Inge Jens ist die Herausgeberin der Tagebücher Thomas Manns, Autorin erfolgreicher Biografien wie „Frau Thomas Mann“ und Ehefrau von Walter Jens. Ihre Rückschau auf ein fleißiges, hauptsächlich in Tübingen verbrachtes Leben ist eine durchweg angenehme und anregende, am Ende auch anrührende Lektüre, die höchstens wie die Stadt Tübingen selbst ein wenig darunter leidet, dass sie auf die Zumutungen des Lebens, seien es der Tod, die Achtundsechziger oder die Eitelkeit Hans Mayers, mit zu großer Freundlichkeit reagiert.

4) Edmund Hartsch: Peter Maffay– Auf dem Weg zu mir
(C. Bertelsmann Verlag, 416 Seiten, 24, 95 €.)

Eines muss man Edmund Hartsch lassen: Faktenreichere 416 engst bedruckte Seiten über einen zweitrangigen deutschen Unterhaltungsmusiker kann man sich kaum vorstellen. Wie macht Edmund Hartsch das? Ganz einfach – Peter Maffay kommt aus Siebenbürgen, also beginnt das Kapitel über seine Herkunft so: „Um 1526 wurde das ungarische Heer von den Türken bei Mohács überrannt und vernichtend geschlagen. Transsylvanien und das Gebiet des heutigen Rumänien fielen dem Osmanischen Reich zu ...“ Bis zur Erfindung der Schallplatte sind dann gefühlte 200 Seiten vergangen.
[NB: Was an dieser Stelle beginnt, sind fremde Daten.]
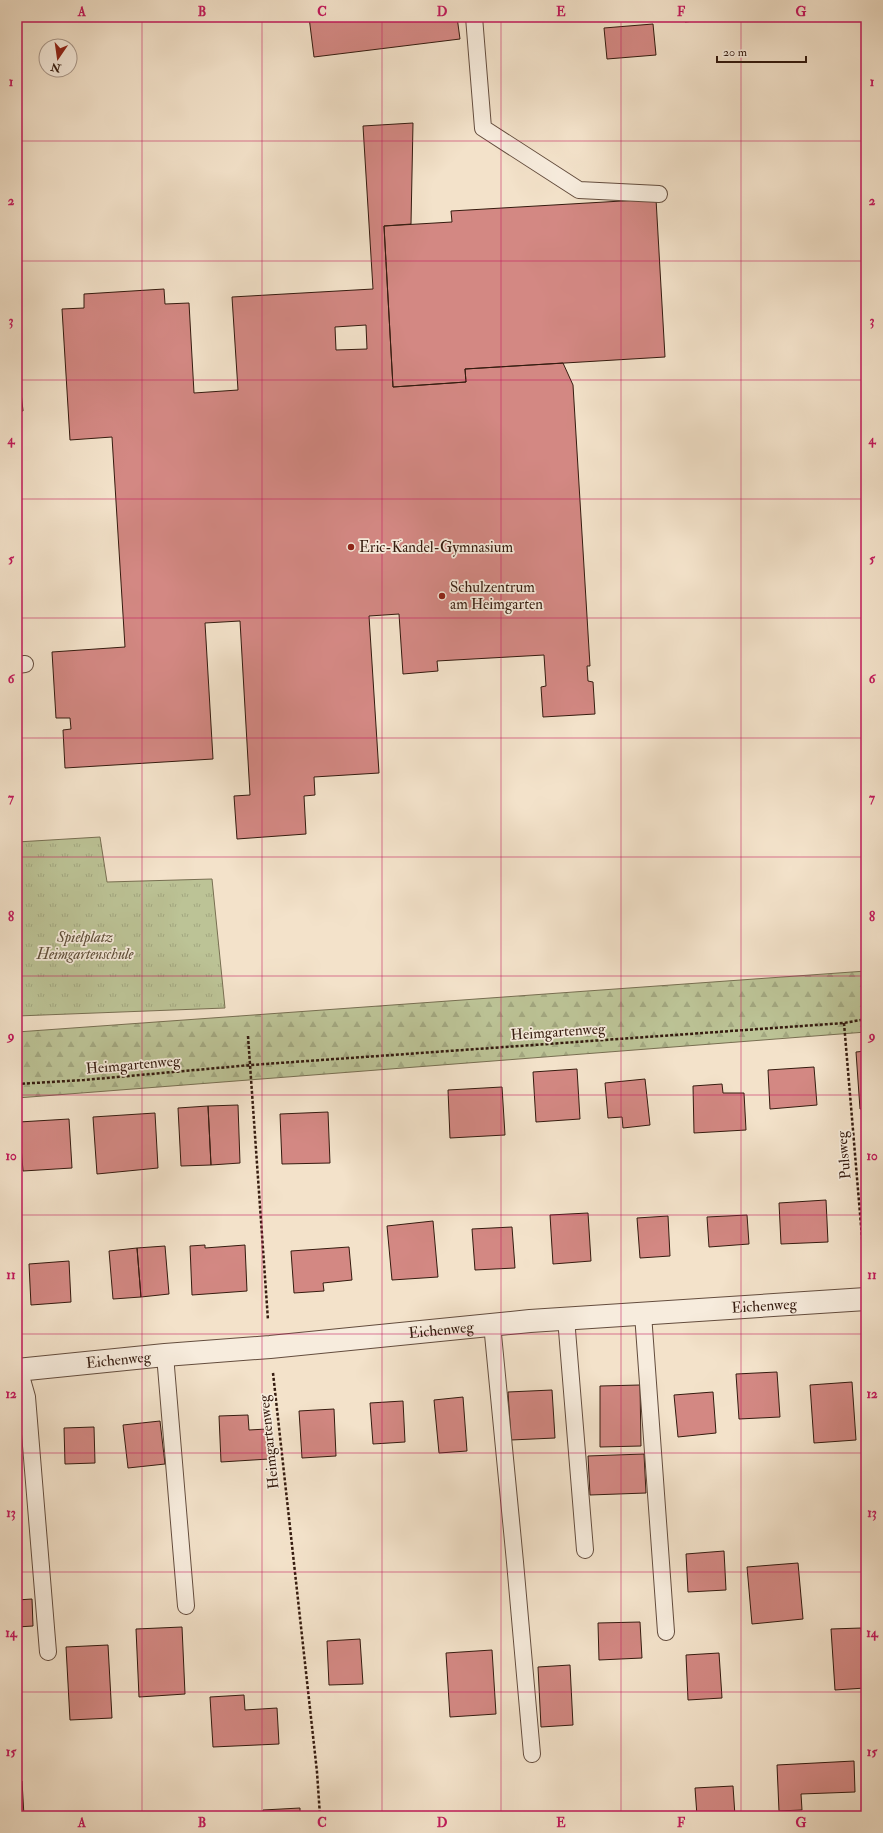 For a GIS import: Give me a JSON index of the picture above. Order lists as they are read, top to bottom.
{
  "streets": {
    "street": ["Eichenweg"],
    "path": ["Heimgartenweg", "Pulsweg"]
  },
  "crossings": [
    ["Heimgartenweg", "Pulsweg"],
    ["Heimgartenweg", "Eichenweg"]
  ],
  "parks": ["Spielplatz Heimgartenschule"],
  "places": ["Eric-Kandel-Gymnasium", "Schulzentrum am Heimgarten"],
  "scale_bar": "20 m",
  "north": "bottom",
  "grid": {
    "columns": [
      "A",
      "B",
      "C",
      "D",
      "E",
      "F",
      "G"
    ],
    "rows": [
      "1",
      "2",
      "3",
      "4",
      "5",
      "6",
      "7",
      "8",
      "9",
      "10",
      "11",
      "12",
      "13",
      "14",
      "15"
    ]
  }
}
3) Michael Jürgs: Seichtgebiete
(C. Bertelsmann, 256 Seiten, 14,95 €.)

Wer ist verantwortlich für die gefühlte Verblödung der deutschen Bevölkerung, fragt der Journalist und Biografienverfasser Michael Jürgs und landet natürlich bei den üblichen Verdächtigen: Barth, Bohlen, Klum & Co. Weil sich Michael Jürgs aber um echte Recherche drückt, weder Entscheidungswege in den Redaktionen analysiert, die Interessenlagen von Wirtschaft und Politik benennt oder gar die Strukturen unserer Begehrens diskutiert, bleibt seine Kampfschrift wider den öffentlich-rechtlichen und privaten Schwachsinn im Bierdunst des Stammtischs stecken und kommt über die Form eines 256 Seiten langen Leitartikels kaum hinaus.
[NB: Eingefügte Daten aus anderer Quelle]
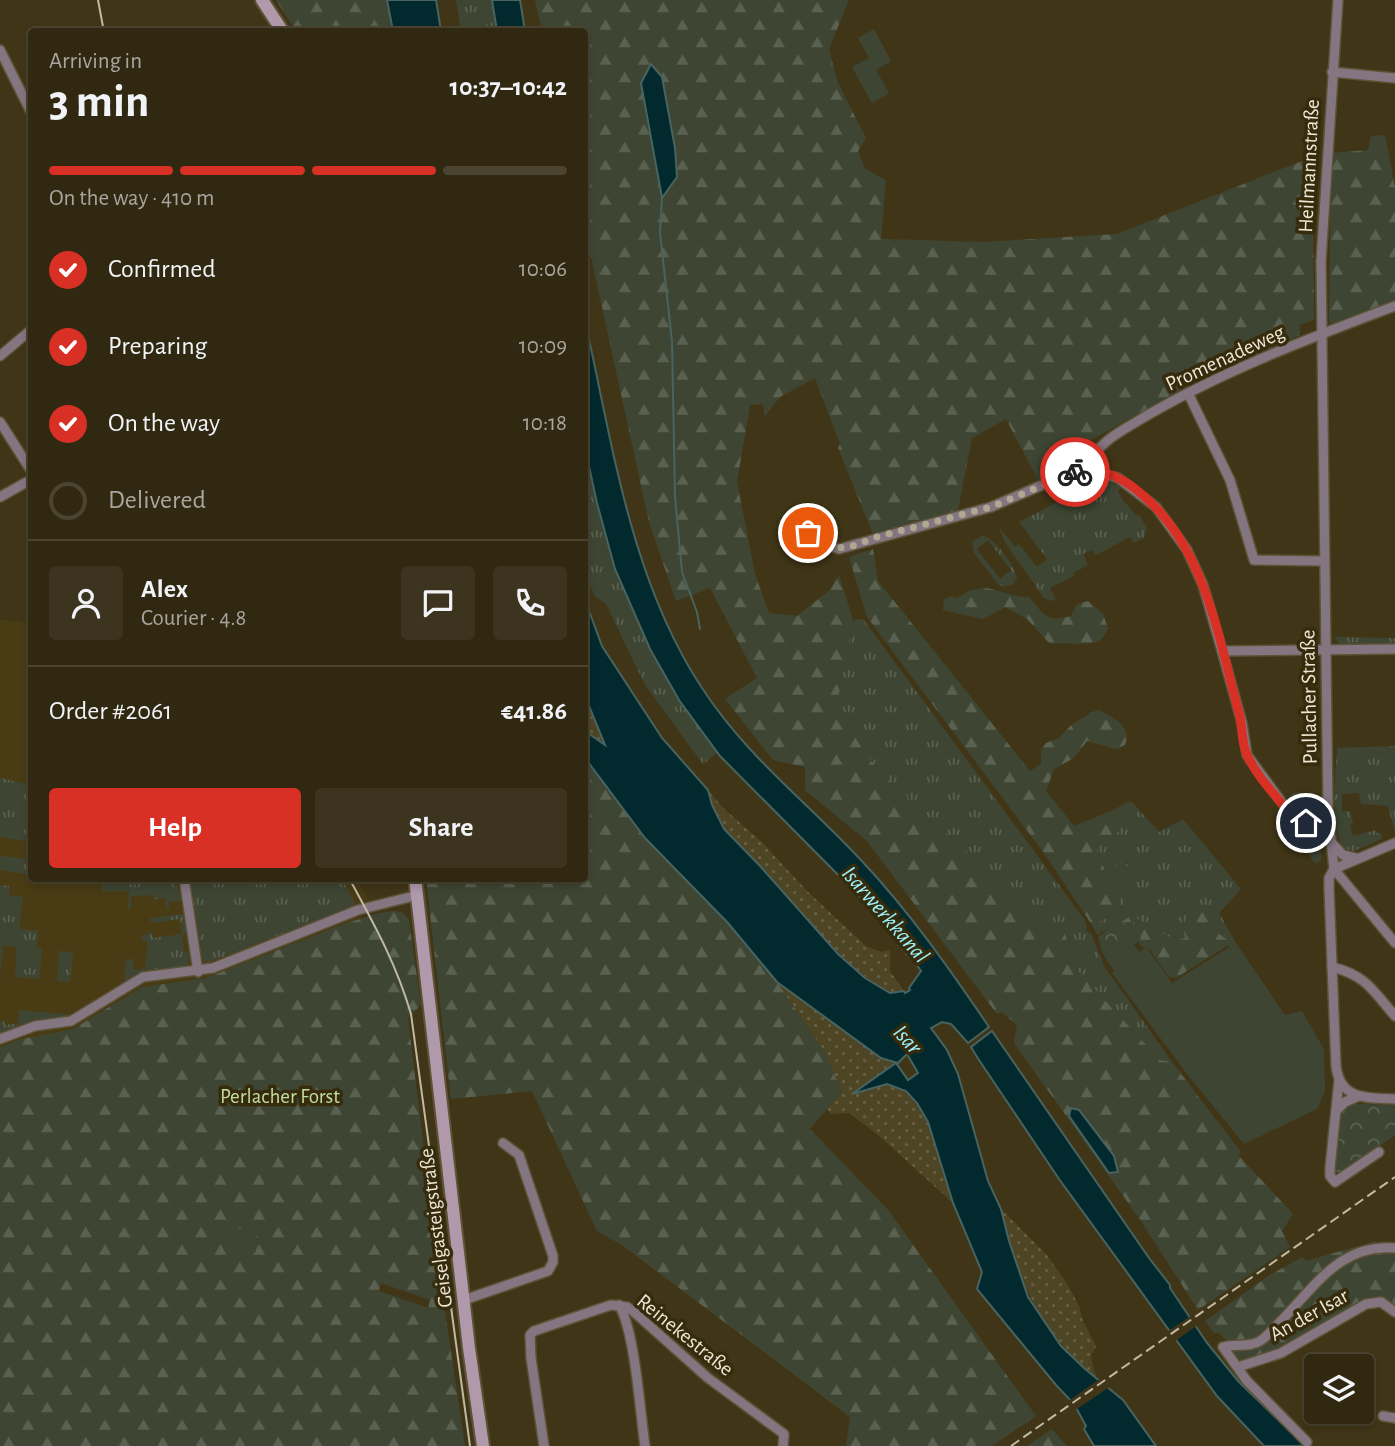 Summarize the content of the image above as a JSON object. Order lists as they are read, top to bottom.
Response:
{
  "streets": {
    "main road": ["Geiselgasteigstraße"],
    "street": [
      "Heilmannstraße",
      "Promenadeweg",
      "Pullacher Straße",
      "An der Isar",
      "Reinekestraße"
    ]
  },
  "crossings": [
    ["Heilmannstraße", "Promenadeweg"],
    ["Heilmannstraße", "Pullacher Straße"],
    ["Promenadeweg", "Pullacher Straße"]
  ],
  "water": ["Isarwerkkanal", "Isar"],
  "parks": ["Perlacher Forst"],
  "page": {
    "heading": ["3 min", "Arriving in", "10:37–10:42"],
    "panel": [
      "Alex",
      "Courier · 4.8",
      "Order #2061",
      "€41.86"
    ],
    "bar": "On the way · 410 m",
    "list": [
      ["Confirmed", "10:06"],
      ["Preparing", "10:09"],
      ["On the way", "10:18"],
      "Delivered"
    ],
    "buttons": ["Help", "Share"]
  }
}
2) Richard David Precht: Wer bin ich und wenn ja wie viele (Goldmann Verlag, 398 Seiten, 14,95 €.)

Populäre Einführungen in die Philosophie gibt es viele. Was mir an dieser so gut gefällt, ist die Ehrlichkeit, mit der Richard David Precht auch die weißen Flecken im Atlas unseres Wissens vermerkt, etwa wenn er schreibt: „Das psychologische Verhältnis zum Eigentum, mithin die ,Liebe’ zu den Dingen, die mir gehören, ist eines der am schlechtesten beleuchteten Kapitel im Buch der menschlichen Psyche.“ Genau das aber, ein Buch der menschlichen Psyche, hat Precht geschrieben.
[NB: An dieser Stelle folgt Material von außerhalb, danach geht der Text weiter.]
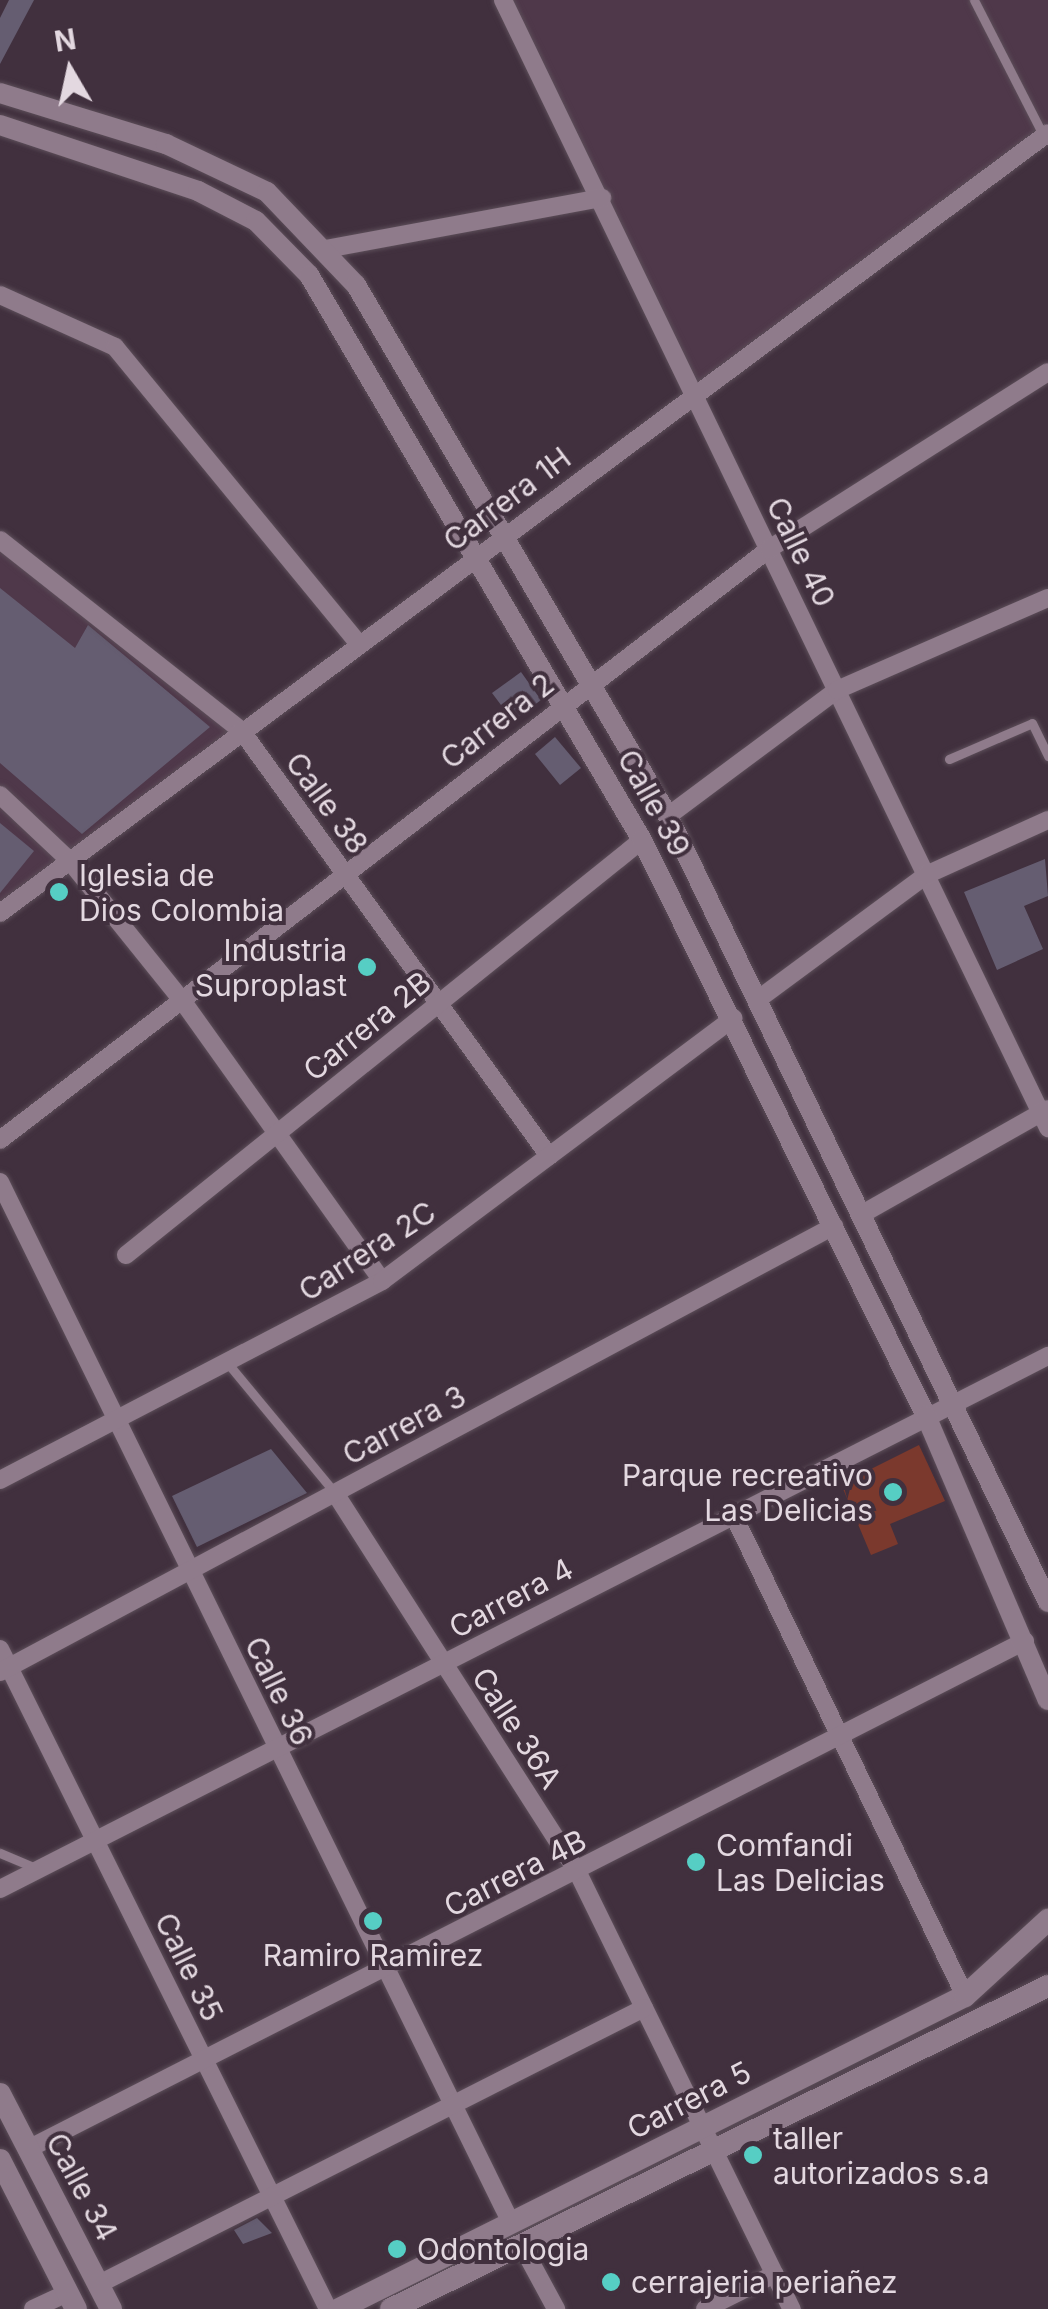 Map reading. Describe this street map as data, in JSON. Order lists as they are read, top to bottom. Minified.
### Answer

1) Eckhart von Hirschhausen: Glück kommt selten allein (Rowohlt Verlag, 384 Seiten, 18,90€.)

Der Autor dieses Ratgebers der positiven Psychologie hat sich in einem persönlichen Schreiben über meinen Verriss seines Buches bei mir beschwert. Falsch an meiner Kritik sei unter anderem, sein Buch sei an Banalität nicht zu übertreffen, so der gelernte Mediziner Eckhart von Hirschhausen, ich kennte ja seine beiden vorherigen Bücher nicht. Sagen wir so: Wäre „Glück kommt selten allein …“ so witzig wie von Hirschhausens Briefe, ich würde es loben.